_GOAL OF THE EXERCISE:_ Every line in the data below that has the word "text" should be returned.

_MATERIAL PROVIDED:_

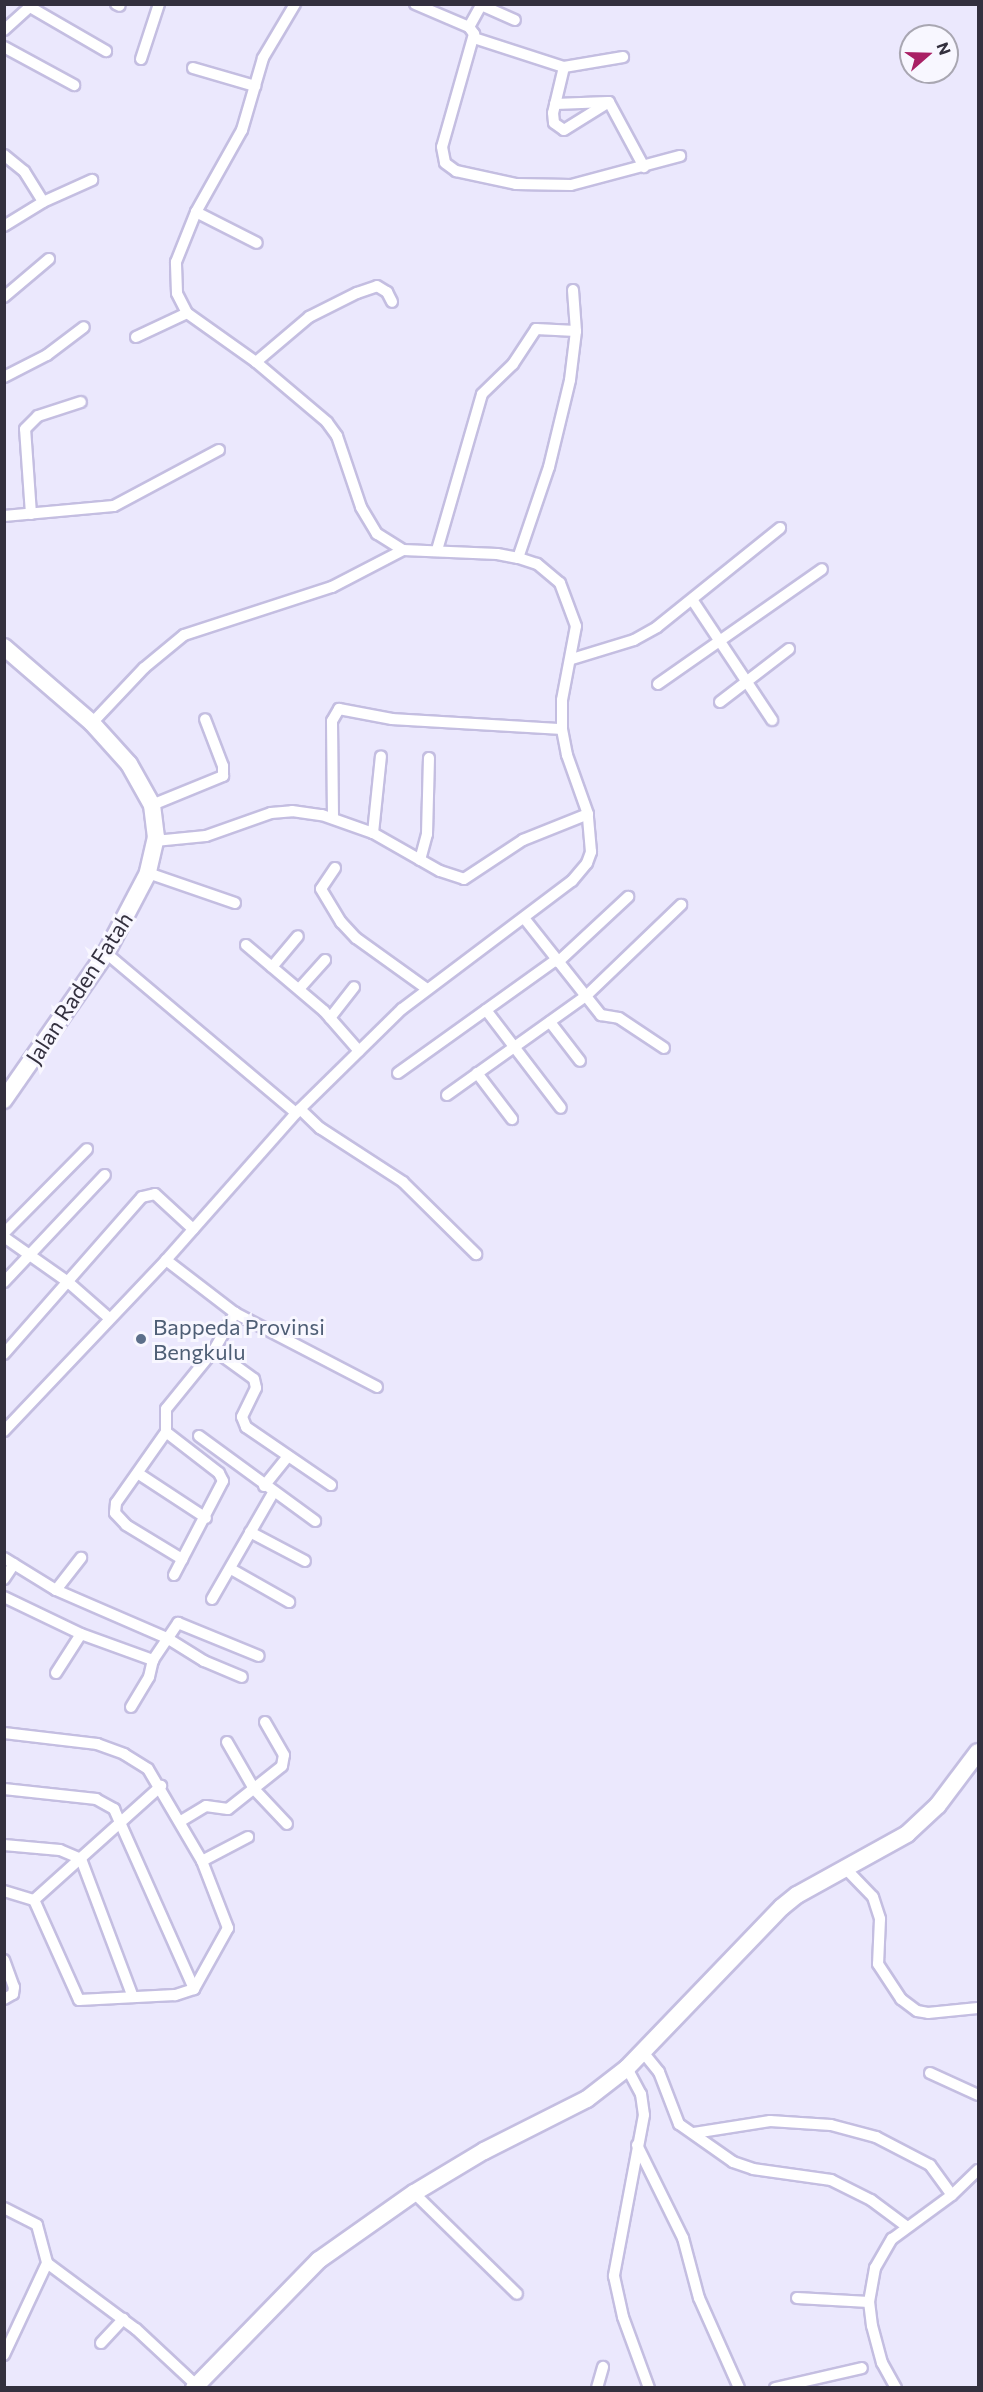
<!DOCTYPE html>
<style>
body{margin:0}
#map{position:relative;width:983px;height:2392px;overflow:hidden;background:#ebe8fd;font-family:Commissioner,sans-serif}
div>[style]{position:absolute}
[style*='--x']{left:calc(var(--x)*1px);top:calc(var(--y)*1px);width:calc(var(--w)*1px);rotate:calc(var(--a)*1deg)}
.roads{filter:drop-shadow(2px 0 #c4bee1) drop-shadow(-2px 0 #c4bee1) drop-shadow(0 2px #c4bee1) drop-shadow(0 -2px #c4bee1)}
.minor>*{height:10px;margin:-5px;padding:0 5px;transform-origin:5px;border-radius:5px;background:#fff}
.trunk>*{height:16px;margin:-8px;padding:0 8px;transform-origin:8px;border-radius:8px;background:#fff}
.dots>*{width:16px;height:16px;translate:-50% -50%;box-sizing:border-box;border:3px solid #f8f7ff;border-radius:50%}
span{translate:-50% -50%;white-space:nowrap;text-align:center;line-height:1.15;-webkit-text-stroke:6px #f8f7ff;paint-order:stroke}
.street-label{font-size:22px;color:#33303e}
.service-label{font-size:22px;color:#4e5e75}
.left{translate:0 -50%;text-align:left}
.frame{position:absolute;inset:0;border:6px solid #33303e;pointer-events:none}
.north{position:absolute;left:899px;top:24px;width:60px;height:60px;box-sizing:border-box;background:#f8f7ff;border:2px solid #a9a7b2;border-radius:50%;rotate:70deg;font-size:16px;font-weight:700;line-height:24px;text-align:center;color:#33303e}
.north::after{content:'';display:block;margin:auto;width:21px;height:27px;background:#a92065;clip-path:polygon(50% 0,100% 100%,50% 72%,0 100%)}
</style>
<div id="map">
<div class="roads">
<div class="minor">
<div style="--x:116;--y:4;--w:4;--a:27"></div>
<div style="--x:415;--y:4;--w:59;--a:23.1"></div>
<div style="--x:469;--y:27;--w:9;--a:54"></div>
<div style="--x:474;--y:34;--w:117;--a:105.8"></div>
<div style="--x:442;--y:147;--w:16;--a:79"></div>
<div style="--x:445;--y:163;--w:14;--a:36"></div>
<div style="--x:456;--y:171;--w:61;--a:12.2"></div>
<div style="--x:516;--y:184;--w:55;--a:1"></div>
<div style="--x:571;--y:185;--w:113;--a:-14.9"></div>
<div style="--x:30;--y:7;--w:88;--a:30.1"></div>
<div style="--x:469;--y:27;--w:25;--a:-61"></div>
<div style="--x:481;--y:5;--w:37;--a:24"></div>
<div style="--x:4;--y:30;--w:39;--a:-42"></div>
<div style="--x:474;--y:38;--w:95;--a:17.9"></div>
<div style="--x:564;--y:67;--w:47;--a:103.4"></div>
<div style="--x:553;--y:113;--w:10;--a:84"></div>
<div style="--x:554;--y:123;--w:12;--a:35"></div>
<div style="--x:564;--y:130;--w:53;--a:-31.9"></div>
<div style="--x:609;--y:102;--w:74;--a:61.7"></div>
<div style="--x:4;--y:47;--w:80;--a:28.5"></div>
<div style="--x:141;--y:59;--w:58;--a:-71.9"></div>
<div style="--x:564;--y:67;--w:60;--a:-9.6"></div>
<div style="--x:193;--y:68;--w:65;--a:16.2"></div>
<div style="--x:555;--y:104;--w:53;--a:-2.2"></div>
<div style="--x:4;--y:155;--w:26;--a:39"></div>
<div style="--x:24;--y:171;--w:36;--a:58"></div>
<div style="--x:196;--y:212;--w:68;--a:26.9"></div>
<div style="--x:4;--y:226;--w:46;--a:-31.6"></div>
<div style="--x:43;--y:202;--w:54;--a:-24.2"></div>
<div style="--x:4;--y:297;--w:59;--a:-40.2"></div>
<div style="--x:136;--y:337;--w:56;--a:-25.2"></div>
<div style="--x:256;--y:362;--w:70;--a:-40.3"></div>
<div style="--x:309;--y:317;--w:54;--a:-26.6"></div>
<div style="--x:357;--y:293;--w:21;--a:-19"></div>
<div style="--x:377;--y:286;--w:12;--a:31"></div>
<div style="--x:387;--y:292;--w:11;--a:63"></div>
<div style="--x:4;--y:377;--w:48;--a:-27.1"></div>
<div style="--x:47;--y:355;--w:46;--a:-37.1"></div>
<div style="--x:31;--y:514;--w:85;--a:-94"></div>
<div style="--x:25;--y:429;--w:18;--a:-45"></div>
<div style="--x:38;--y:416;--w:45;--a:-18"></div>
<div style="--x:4;--y:516;--w:110;--a:-5.2"></div>
<div style="--x:114;--y:506;--w:119;--a:-28.1"></div>
<div style="--x:437;--y:550;--w:162;--a:-73.9"></div>
<div style="--x:482;--y:394;--w:43;--a:-44.1"></div>
<div style="--x:513;--y:364;--w:42;--a:-56.7"></div>
<div style="--x:536;--y:329;--w:40;--a:2.9"></div>
<div style="--x:518;--y:558;--w:96;--a:-71.2"></div>
<div style="--x:549;--y:467;--w:89;--a:-76.4"></div>
<div style="--x:570;--y:380;--w:49;--a:-83"></div>
<div style="--x:576;--y:331;--w:41;--a:-94.2"></div>
<div style="--x:693;--y:601;--w:143;--a:56.4"></div>
<div style="--x:572;--y:659;--w:65;--a:-17"></div>
<div style="--x:634;--y:640;--w:26;--a:-29"></div>
<div style="--x:657;--y:627;--w:158;--a:-38.8"></div>
<div style="--x:658;--y:684;--w:200;--a:-35"></div>
<div style="--x:720;--y:702;--w:87;--a:-37.5"></div>
<div style="--x:92;--y:723;--w:76;--a:-46.6"></div>
<div style="--x:144;--y:668;--w:52;--a:-39.5"></div>
<div style="--x:184;--y:635;--w:156;--a:-18"></div>
<div style="--x:332;--y:587;--w:80;--a:-27.5"></div>
<div style="--x:152;--y:805;--w:77;--a:-22.2"></div>
<div style="--x:223;--y:776;--w:10;--a:-90"></div>
<div style="--x:223;--y:766;--w:50;--a:-111"></div>
<div style="--x:333;--y:817;--w:96;--a:-90.6"></div>
<div style="--x:332;--y:721;--w:14;--a:-60"></div>
<div style="--x:339;--y:709;--w:54;--a:10.7"></div>
<div style="--x:392;--y:719;--w:170;--a:3.4"></div>
<div style="--x:373;--y:833;--w:77;--a:-84.1"></div>
<div style="--x:155;--y:841;--w:51;--a:-5.6"></div>
<div style="--x:206;--y:836;--w:69;--a:-19.5"></div>
<div style="--x:271;--y:813;--w:21;--a:-5"></div>
<div style="--x:292;--y:811;--w:30;--a:8"></div>
<div style="--x:322;--y:815;--w:54;--a:19.4"></div>
<div style="--x:373;--y:833;--w:77;--a:29.6"></div>
<div style="--x:440;--y:871;--w:25;--a:18"></div>
<div style="--x:464;--y:879;--w:71;--a:-33.5"></div>
<div style="--x:523;--y:840;--w:70;--a:-21.8"></div>
<div style="--x:420;--y:860;--w:27;--a:-75"></div>
<div style="--x:427;--y:834;--w:76;--a:-88.5"></div>
<div style="--x:335;--y:868;--w:25;--a:124"></div>
<div style="--x:321;--y:889;--w:39;--a:59"></div>
<div style="--x:341;--y:922;--w:22;--a:47"></div>
<div style="--x:356;--y:938;--w:87;--a:35.7"></div>
<div style="--x:148;--y:873;--w:92;--a:19"></div>
<div style="--x:524;--y:918;--w:124;--a:51.6"></div>
<div style="--x:601;--y:1015;--w:18;--a:9"></div>
<div style="--x:619;--y:1018;--w:54;--a:33.7"></div>
<div style="--x:246;--y:945;--w:102;--a:40.2"></div>
<div style="--x:324;--y:1011;--w:53;--a:48.8"></div>
<div style="--x:106;--y:953;--w:248;--a:40.1"></div>
<div style="--x:558;--y:962;--w:96;--a:-42.9"></div>
<div style="--x:272;--y:967;--w:40;--a:-50"></div>
<div style="--x:299;--y:989;--w:39;--a:-48"></div>
<div style="--x:486;--y:1010;--w:123;--a:52.6"></div>
<div style="--x:330;--y:1018;--w:39;--a:-52"></div>
<div style="--x:550;--y:1022;--w:49;--a:52.4"></div>
<div style="--x:398;--y:1073;--w:196;--a:-35.6"></div>
<div style="--x:477;--y:1073;--w:58;--a:52.7"></div>
<div style="--x:447;--y:1095;--w:171;--a:-35.5"></div>
<div style="--x:586;--y:996;--w:132;--a:-43.8"></div>
<div style="--x:300;--y:1109;--w:28;--a:44"></div>
<div style="--x:320;--y:1128;--w:99;--a:33"></div>
<div style="--x:403;--y:1182;--w:103;--a:44.6"></div>
<div style="--x:4;--y:1233;--w:118;--a:-45.3"></div>
<div style="--x:4;--y:1237;--w:78;--a:35.1"></div>
<div style="--x:68;--y:1282;--w:53;--a:41.2"></div>
<div style="--x:166;--y:1260;--w:87;--a:37.5"></div>
<div style="--x:235;--y:1313;--w:160;--a:27.5"></div>
<div style="--x:4;--y:1282;--w:147;--a:-46.7"></div>
<div style="--x:214;--y:1350;--w:49;--a:35.9"></div>
<div style="--x:254;--y:1379;--w:9;--a:77"></div>
<div style="--x:256;--y:1388;--w:32;--a:116"></div>
<div style="--x:242;--y:1417;--w:11;--a:68"></div>
<div style="--x:246;--y:1427;--w:103;--a:34.3"></div>
<div style="--x:4;--y:1354;--w:209;--a:-48.7"></div>
<div style="--x:142;--y:1197;--w:13;--a:-13"></div>
<div style="--x:155;--y:1194;--w:52;--a:42.6"></div>
<div style="--x:4;--y:1431;--w:236;--a:-46.5"></div>
<div style="--x:166;--y:1260;--w:196;--a:-48.5"></div>
<div style="--x:296;--y:1113;--w:148;--a:-44.5"></div>
<div style="--x:402;--y:1009;--w:213;--a:-37"></div>
<div style="--x:572;--y:881;--w:23;--a:-50"></div>
<div style="--x:587;--y:863;--w:12;--a:-70"></div>
<div style="--x:591;--y:852;--w:38;--a:-95"></div>
<div style="--x:588;--y:814;--w:63;--a:-109.6"></div>
<div style="--x:567;--y:755;--w:26;--a:-101"></div>
<div style="--x:562;--y:729;--w:29;--a:-90"></div>
<div style="--x:562;--y:700;--w:75;--a:-79.3"></div>
<div style="--x:576;--y:626;--w:46;--a:-110.4"></div>
<div style="--x:560;--y:583;--w:30;--a:-140"></div>
<div style="--x:537;--y:564;--w:20;--a:-162"></div>
<div style="--x:518;--y:558;--w:21;--a:-169"></div>
<div style="--x:497;--y:554;--w:94;--a:-177.6"></div>
<div style="--x:403;--y:550;--w:31;--a:-148"></div>
<div style="--x:377;--y:534;--w:31;--a:-121"></div>
<div style="--x:361;--y:507;--w:75;--a:-108.7"></div>
<div style="--x:337;--y:436;--w:17;--a:-126"></div>
<div style="--x:327;--y:422;--w:93;--a:-139.8"></div>
<div style="--x:256;--y:362;--w:85;--a:-144.6"></div>
<div style="--x:187;--y:313;--w:22;--a:-117"></div>
<div style="--x:177;--y:293;--w:31;--a:-92"></div>
<div style="--x:176;--y:262;--w:54;--a:-68.2"></div>
<div style="--x:196;--y:212;--w:94;--a:-60.7"></div>
<div style="--x:242;--y:130;--w:75;--a:-73.7"></div>
<div style="--x:263;--y:58;--w:63;--a:-59.3"></div>
<div style="--x:166;--y:1432;--w:87;--a:125.2"></div>
<div style="--x:116;--y:1503;--w:10;--a:96"></div>
<div style="--x:115;--y:1513;--w:16;--a:47"></div>
<div style="--x:126;--y:1525;--w:66;--a:31.3"></div>
<div style="--x:199;--y:1436;--w:144;--a:36.2"></div>
<div style="--x:139;--y:1474;--w:80;--a:33.3"></div>
<div style="--x:264;--y:1486;--w:38;--a:-51"></div>
<div style="--x:250;--y:1532;--w:62;--a:27.8"></div>
<div style="--x:4;--y:1558;--w:61;--a:31.6"></div>
<div style="--x:56;--y:1590;--w:121;--a:23.4"></div>
<div style="--x:167;--y:1638;--w:44;--a:31.9"></div>
<div style="--x:204;--y:1661;--w:41;--a:22.8"></div>
<div style="--x:231;--y:1569;--w:67;--a:29.6"></div>
<div style="--x:174;--y:1575;--w:106;--a:-62.5"></div>
<div style="--x:223;--y:1481;--w:9;--a:-117"></div>
<div style="--x:219;--y:1473;--w:67;--a:-142.3"></div>
<div style="--x:166;--y:1432;--w:23;--a:-90"></div>
<div style="--x:166;--y:1409;--w:76;--a:-50.9"></div>
<div style="--x:214;--y:1350;--w:43;--a:-60.4"></div>
<div style="--x:4;--y:1579;--w:18;--a:-56"></div>
<div style="--x:56;--y:1590;--w:41;--a:-52"></div>
<div style="--x:4;--y:1597;--w:85;--a:25.7"></div>
<div style="--x:81;--y:1634;--w:77;--a:19.9"></div>
<div style="--x:212;--y:1599;--w:122;--a:-60.1"></div>
<div style="--x:56;--y:1673;--w:46;--a:-57.3"></div>
<div style="--x:131;--y:1707;--w:35;--a:-59"></div>
<div style="--x:149;--y:1677;--w:17;--a:-77"></div>
<div style="--x:153;--y:1660;--w:45;--a:-56"></div>
<div style="--x:178;--y:1623;--w:87;--a:22.2"></div>
<div style="--x:4;--y:1733;--w:94;--a:6.7"></div>
<div style="--x:97;--y:1744;--w:29;--a:20"></div>
<div style="--x:124;--y:1754;--w:28;--a:32"></div>
<div style="--x:148;--y:1769;--w:107;--a:59.6"></div>
<div style="--x:202;--y:1861;--w:72;--a:68.8"></div>
<div style="--x:228;--y:1928;--w:70;--a:119.1"></div>
<div style="--x:194;--y:1989;--w:20;--a:162"></div>
<div style="--x:175;--y:1995;--w:96;--a:177"></div>
<div style="--x:79;--y:2000;--w:110;--a:-114.2"></div>
<div style="--x:227;--y:1742;--w:54;--a:60.1"></div>
<div style="--x:254;--y:1789;--w:48;--a:46.7"></div>
<div style="--x:4;--y:1789;--w:93;--a:6.2"></div>
<div style="--x:96;--y:1799;--w:21;--a:29"></div>
<div style="--x:114;--y:1809;--w:197;--a:66"></div>
<div style="--x:181;--y:1821;--w:29;--a:-31"></div>
<div style="--x:206;--y:1806;--w:22;--a:8"></div>
<div style="--x:228;--y:1809;--w:69;--a:-38.5"></div>
<div style="--x:282;--y:1766;--w:11;--a:-80"></div>
<div style="--x:284;--y:1755;--w:38;--a:-120"></div>
<div style="--x:4;--y:1845;--w:56;--a:5.1"></div>
<div style="--x:60;--y:1850;--w:23;--a:23"></div>
<div style="--x:81;--y:1859;--w:147;--a:69.4"></div>
<div style="--x:202;--y:1861;--w:52;--a:-27.6"></div>
<div style="--x:847;--y:1870;--w:37;--a:46"></div>
<div style="--x:873;--y:1897;--w:23;--a:72"></div>
<div style="--x:880;--y:1919;--w:45;--a:92.5"></div>
<div style="--x:878;--y:1964;--w:42;--a:56.7"></div>
<div style="--x:901;--y:1999;--w:20;--a:37"></div>
<div style="--x:917;--y:2011;--w:11;--a:10"></div>
<div style="--x:928;--y:2013;--w:50;--a:-5.7"></div>
<div style="--x:4;--y:1891;--w:31;--a:17"></div>
<div style="--x:34;--y:1900;--w:171;--a:-41.9"></div>
<div style="--x:4;--y:1960;--w:29;--a:70"></div>
<div style="--x:14;--y:1987;--w:7;--a:98"></div>
<div style="--x:13;--y:1994;--w:10;--a:151"></div>
<div style="--x:642;--y:2051;--w:27;--a:51"></div>
<div style="--x:659;--y:2072;--w:56;--a:69"></div>
<div style="--x:679;--y:2124;--w:66;--a:35.1"></div>
<div style="--x:733;--y:2162;--w:21;--a:19"></div>
<div style="--x:753;--y:2169;--w:79;--a:8"></div>
<div style="--x:831;--y:2180;--w:45;--a:26.6"></div>
<div style="--x:871;--y:2200;--w:44;--a:36.6"></div>
<div style="--x:627;--y:2068;--w:30;--a:62"></div>
<div style="--x:641;--y:2094;--w:21;--a:82"></div>
<div style="--x:644;--y:2115;--w:164;--a:100.6"></div>
<div style="--x:614;--y:2276;--w:42;--a:77.6"></div>
<div style="--x:623;--y:2317;--w:76;--a:69.9"></div>
<div style="--x:930;--y:2073;--w:53;--a:24.6"></div>
<div style="--x:694;--y:2133;--w:77;--a:-9"></div>
<div style="--x:770;--y:2121;--w:61;--a:3.8"></div>
<div style="--x:831;--y:2125;--w:47;--a:14.9"></div>
<div style="--x:876;--y:2137;--w:61;--a:27.4"></div>
<div style="--x:930;--y:2165;--w:37;--a:54"></div>
<div style="--x:637;--y:2145;--w:104;--a:63.7"></div>
<div style="--x:683;--y:2238;--w:62;--a:75.1"></div>
<div style="--x:699;--y:2298;--w:98;--a:66"></div>
<div style="--x:414;--y:2193;--w:144;--a:44.4"></div>
<div style="--x:4;--y:2208;--w:37;--a:27"></div>
<div style="--x:37;--y:2225;--w:39;--a:75"></div>
<div style="--x:47;--y:2263;--w:111;--a:36.6"></div>
<div style="--x:136;--y:2329;--w:82;--a:43"></div>
<div style="--x:797;--y:2298;--w:72;--a:3.2"></div>
<div style="--x:101;--y:2343;--w:33;--a:-47"></div>
<div style="--x:4;--y:2355;--w:102;--a:-64.9"></div>
<div style="--x:597;--y:2388;--w:22;--a:-74"></div>
<div style="--x:775;--y:2388;--w:89;--a:-12.9"></div>
<div style="--x:896;--y:2388;--w:29;--a:-119"></div>
<div style="--x:882;--y:2363;--w:38;--a:-105"></div>
<div style="--x:872;--y:2326;--w:24;--a:-97"></div>
<div style="--x:869;--y:2302;--w:35;--a:-80"></div>
<div style="--x:875;--y:2268;--w:34;--a:-60"></div>
<div style="--x:892;--y:2239;--w:74;--a:-36.3"></div>
<div style="--x:952;--y:2195;--w:36;--a:-44"></div>
</div>
<div class="trunk">
<div style="--x:4;--y:647;--w:116;--a:40.8"></div>
<div style="--x:92;--y:723;--w:55;--a:47.9"></div>
<div style="--x:129;--y:764;--w:47;--a:60.7"></div>
<div style="--x:152;--y:805;--w:32;--a:83"></div>
<div style="--x:156;--y:837;--w:37;--a:103"></div>
<div style="--x:148;--y:873;--w:90;--a:117.7"></div>
<div style="--x:106;--y:953;--w:179;--a:124.8"></div>
<div style="--x:194;--y:2388;--w:179;--a:-45.7"></div>
<div style="--x:319;--y:2260;--w:116;--a:-35.2"></div>
<div style="--x:414;--y:2193;--w:82;--a:-31"></div>
<div style="--x:484;--y:2151;--w:115;--a:-26.8"></div>
<div style="--x:587;--y:2099;--w:51;--a:-37.8"></div>
<div style="--x:627;--y:2068;--w:223;--a:-46.1"></div>
<div style="--x:782;--y:1907;--w:19;--a:-39"></div>
<div style="--x:797;--y:1895;--w:126;--a:-29"></div>
<div style="--x:907;--y:1834;--w:42;--a:-43.1"></div>
<div style="--x:938;--y:1805;--w:66;--a:-53"></div>
</div>
</div>
<div class="dots">
<div style="left:141px;top:1339px;background:#5c6f8a"></div>
</div>
<div class="street-label">
<span style="left:79px;top:988px;rotate:-57deg">Jalan Raden Fatah</span>
</div>
<div class="service-label">
<span class="left" style="left:153px;top:1339px">Bappeda Provinsi<br>Bengkulu</span>
</div>
<div class="frame"></div>
<div class="north">N</div>
</div>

_OUTPUT FOR THIS EXERCISE:_
span{translate:-50% -50%;white-space:nowrap;text-align:center;line-height:1.15;-webkit-text-stroke:6px #f8f7ff;paint-order:stroke}
.left{translate:0 -50%;text-align:left}
.north{position:absolute;left:899px;top:24px;width:60px;height:60px;box-sizing:border-box;background:#f8f7ff;border:2px solid #a9a7b2;border-radius:50%;rotate:70deg;font-size:16px;font-weight:700;line-height:24px;text-align:center;color:#33303e}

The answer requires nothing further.